Let's consider each of these in turn - if you are at TechEd and you have an opinion that you'd like to share then head over to the EMC booth and they should be able to get hold of me.
What?
This seems like a redundant question - "What is an archive?" seems like a question that contains the answer... let me give you a few different definitions that I've heard bandied around and you'll see how broad a range of definitions there are:
- Some vendors have solutions that copy an entire document library or site to an 'archive' .
- The ability to declare a piece of content in SharePoint as a record can be termed 'archiving'.
- Allegedly, Microsoft call their remote blob storage capabilities 'archiving', (RBS and associated new functionality support the ability to store content on a file system instead of the SQL Server database.).
- If you are the DB admin then backing up the underlying SQL Server database is archiving.
I think that the confusion and hence the clarification actually comes from the next question - "Why?"
Why?
Your personal definition of archiving is going to be driven by the rationale for archiving in the first place.
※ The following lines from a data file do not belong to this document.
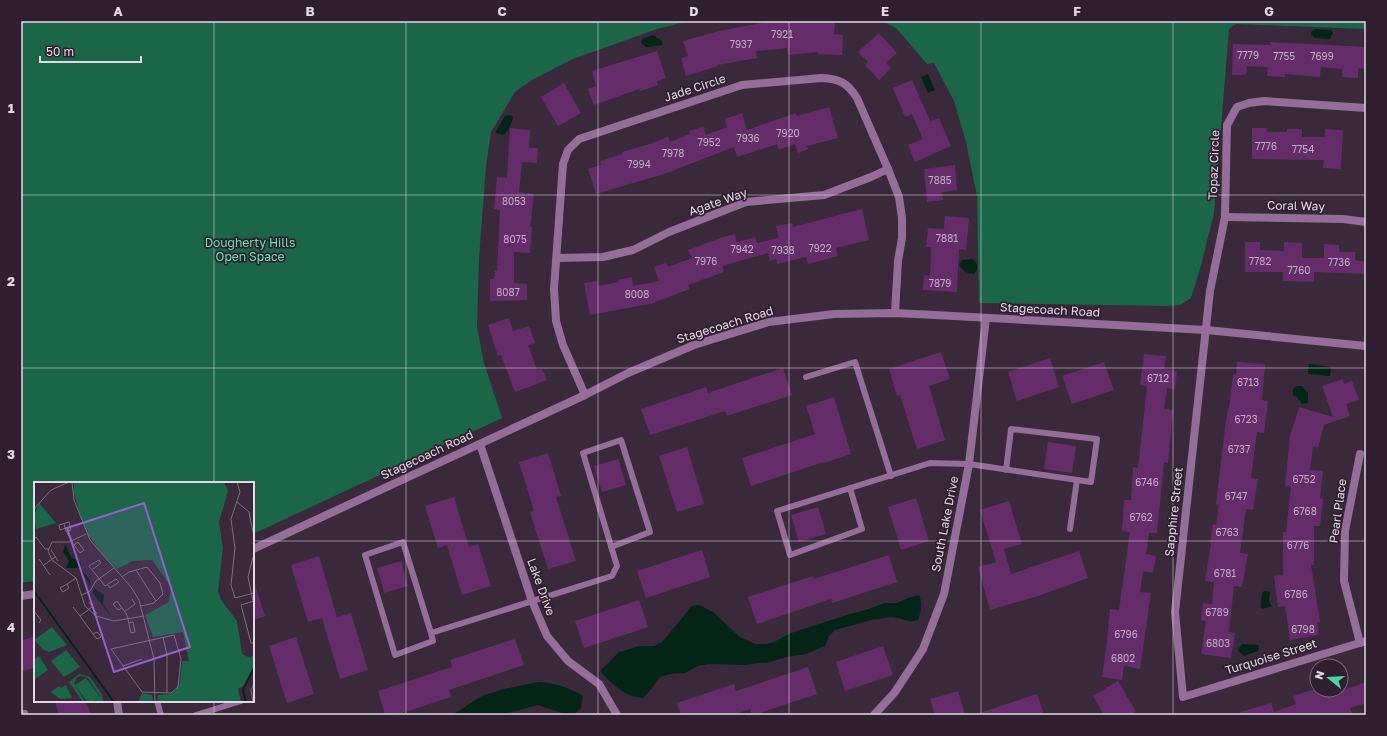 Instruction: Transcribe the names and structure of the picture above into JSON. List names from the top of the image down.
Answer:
{
  "streets": {
    "street": [
      "Jade Circle",
      "Topaz Circle",
      "Agate Way",
      "Coral Way",
      "Stagecoach Road",
      "Pearl Place",
      "Sapphire Street",
      "South Lake Drive",
      "Lake Drive",
      "Turquoise Street"
    ]
  },
  "crossings": [
    ["Jade Circle", "Agate Way"],
    ["Jade Circle", "Stagecoach Road"],
    ["Topaz Circle", "Coral Way"],
    ["Topaz Circle", "Stagecoach Road"],
    ["Topaz Circle", "Sapphire Street"],
    ["Stagecoach Road", "Sapphire Street"],
    ["Stagecoach Road", "South Lake Drive"],
    ["Stagecoach Road", "Lake Drive"],
    ["Pearl Place", "Turquoise Street"],
    ["Sapphire Street", "Turquoise Street"]
  ],
  "parks": ["Dougherty Hills Open Space"],
  "house_numbers": [
    "7921",
    "7937",
    "7779",
    "7755",
    "7699",
    "7920",
    "7936",
    "7952",
    "7776",
    "7754",
    "7978",
    "7994",
    "7885",
    "8053",
    "7881",
    "8075",
    "7922",
    "7942",
    "7938",
    "7976",
    "7782",
    "7736",
    "7760",
    "7879",
    "8087",
    "8008",
    "6712",
    "6713",
    "6723",
    "6737",
    "6752",
    "6746",
    "6747",
    "6768",
    "6762",
    "6763",
    "6776",
    "6781",
    "6786",
    "6789",
    "6798",
    "6796",
    "6803",
    "6802"
  ],
  "scale_bar": "50 m",
  "north": "left",
  "grid": {
    "columns": [
      "A",
      "B",
      "C",
      "D",
      "E",
      "F",
      "G"
    ],
    "rows": [
      "1",
      "2",
      "3",
      "4"
    ]
  }
}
Is it driven by compliance, is it a way to increase performance, does it provide operational backups, does it reduce scalability constraints or is it a means to re-purpose the content? Also consider whether the archive is active or inactive - do you need to archive the content and then continue to access it from SharePoint or will the archive only be used offline?
I think that it is fair to say that until recently an archive was something that took your content offline. Consider the original archives that we had before electronic document management systems appeared - they were physical vaults where your 'archived content' was shipped off to in a box. We continue to use the term archive when the reality of what an archive looks like have changed dramatically.
Where?
This is an interesting question that forms another dimension of the definition of archiving although I recognize that this is the technology solution wagging the business problem, (there's a metaphorical mix that you don't hear too often!)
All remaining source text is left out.